Ya en 1892, Marian Le Capellain pedía crear jardines de infancia para brindar oportunidades a los más pequeños y en 1913 funda el primer kindergarten oficial anexo a la Escuela Normal de Señoritas. En 1925, Carmen Lyra dirige el primer jardín de niños que contaba con su propia infraestructura, la Escuela maternal Montessoriana.
Todas estas iniciativas coincidían en un objetivo: atender a la niñez en pobreza. Hoy, ese objetivo sigue siendo urgente. Aunque desde 1997 la educación preescolar es obligatoria en Costa Rica, su cobertura aún no es universal. Solo el 85% de los niños de 4 años accedieron al sistema educativo en 2023, una cifra que ha retrocedido desde 2020, y para los niños de 5 años ha bajado de 93% a 89% en los últimos años.
La cobertura de los servicios de cuido y desarrollo infantil para niños de 3 años no llega a 16%, mientras que el promedio en la OCDE supera el 70%. La evidencia internacional es contundente: invertir en la atención y educación de la primera infancia tiene efectos positivos de largo plazo. Mejora las habilidades cognitivas, emocionales y sociales, reduce la desigualdad, favorece la movilidad social y permite a más mujeres ingresar al mercado laboral.

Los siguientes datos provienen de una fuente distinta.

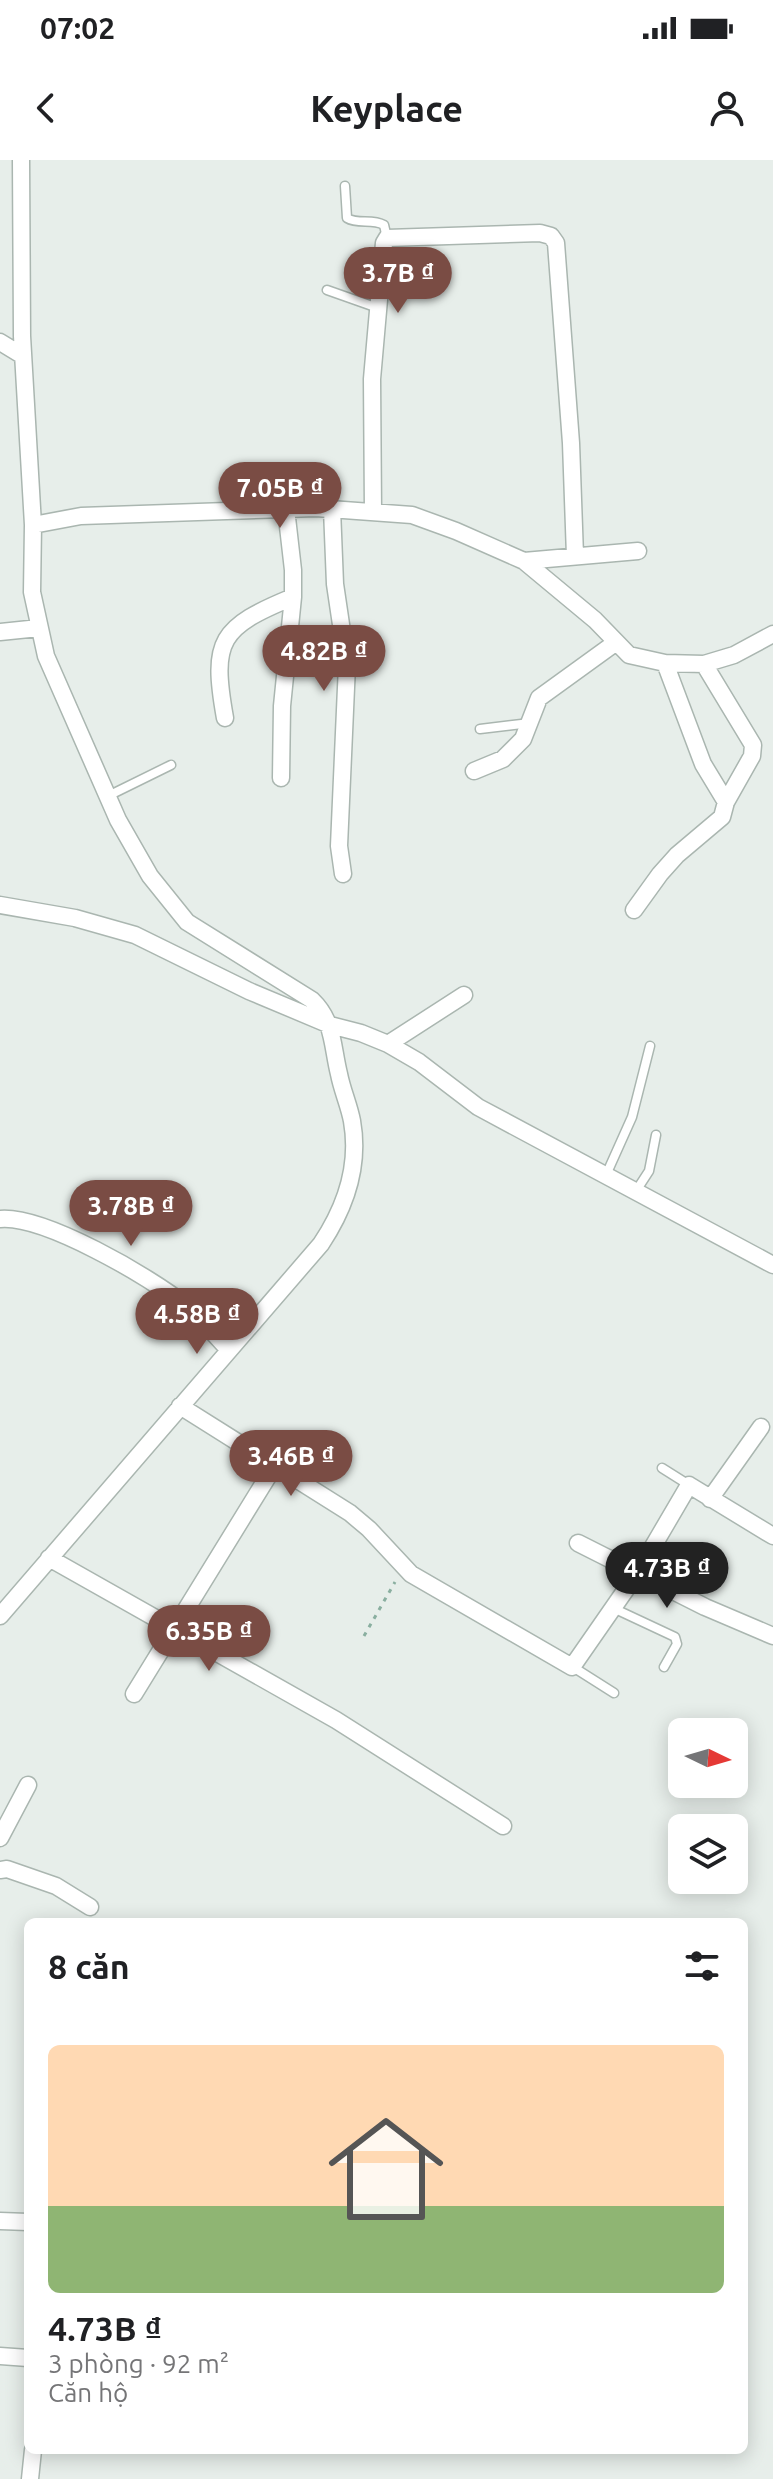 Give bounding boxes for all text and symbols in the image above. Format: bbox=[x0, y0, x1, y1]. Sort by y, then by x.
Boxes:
text: 07:02 bbox=[40, 11, 115, 45]
icon: back bbox=[24, 86, 68, 130]
icon: person bbox=[705, 86, 749, 130]
text: Keyplace bbox=[310, 88, 463, 129]
pin: 3.7B ₫ bbox=[333, 247, 463, 315]
text: 3.7B ₫ bbox=[362, 258, 434, 287]
pin: 7.05B ₫ bbox=[206, 462, 354, 530]
text: 7.05B ₫ bbox=[236, 473, 324, 502]
pin: 4.82B ₫ bbox=[250, 625, 398, 693]
text: 4.82B ₫ bbox=[280, 636, 368, 665]
pin: 3.78B ₫ bbox=[57, 1180, 205, 1248]
text: 3.78B ₫ bbox=[87, 1191, 175, 1220]
pin: 4.58B ₫ bbox=[123, 1288, 271, 1356]
text: 4.58B ₫ bbox=[153, 1299, 241, 1328]
pin: 3.46B ₫ bbox=[217, 1430, 365, 1498]
text: 3.46B ₫ bbox=[247, 1441, 335, 1470]
pin: 4.73B ₫ bbox=[593, 1542, 741, 1610]
text: 4.73B ₫ bbox=[623, 1553, 711, 1582]
pin: 6.35B ₫ bbox=[135, 1605, 283, 1673]
text: 6.35B ₫ bbox=[165, 1616, 253, 1645]
north arrow bbox=[668, 1718, 748, 1798]
map controls bbox=[668, 1718, 748, 1894]
button: layers bbox=[668, 1814, 748, 1894]
icon: filters bbox=[680, 1944, 724, 1988]
text: 8 căn bbox=[48, 1947, 130, 1985]
icon: home bbox=[314, 2097, 458, 2241]
text: 4.73B ₫ bbox=[48, 2309, 162, 2347]
text: 3 phòng · 92 m² bbox=[48, 2349, 229, 2378]
text: Căn hộ bbox=[48, 2378, 128, 2407]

Estudios recientes estiman que, por cada dólar invertido en programas de primera infancia, la expectativa de ingresos futuros aumenta en 1,3 dólares. No asistir a educación preescolar también perpetúa brechas sociales. Los datos de PISA muestran que quienes no asistieron a preescolar tienen peores resultados en lectura, matemáticas y ciencias. Y los más perjudicados son los niños que ya nacen en condiciones vulnerables.
Costa Rica tiene todo por ganar si retoma la senda de darle prioridad a la educación preescolar. No se trata de un gasto, sino de una inversión que genera mayor retorno social que las transferencias monetarias directas. Lo que falta es decisión política y visión de largo plazo.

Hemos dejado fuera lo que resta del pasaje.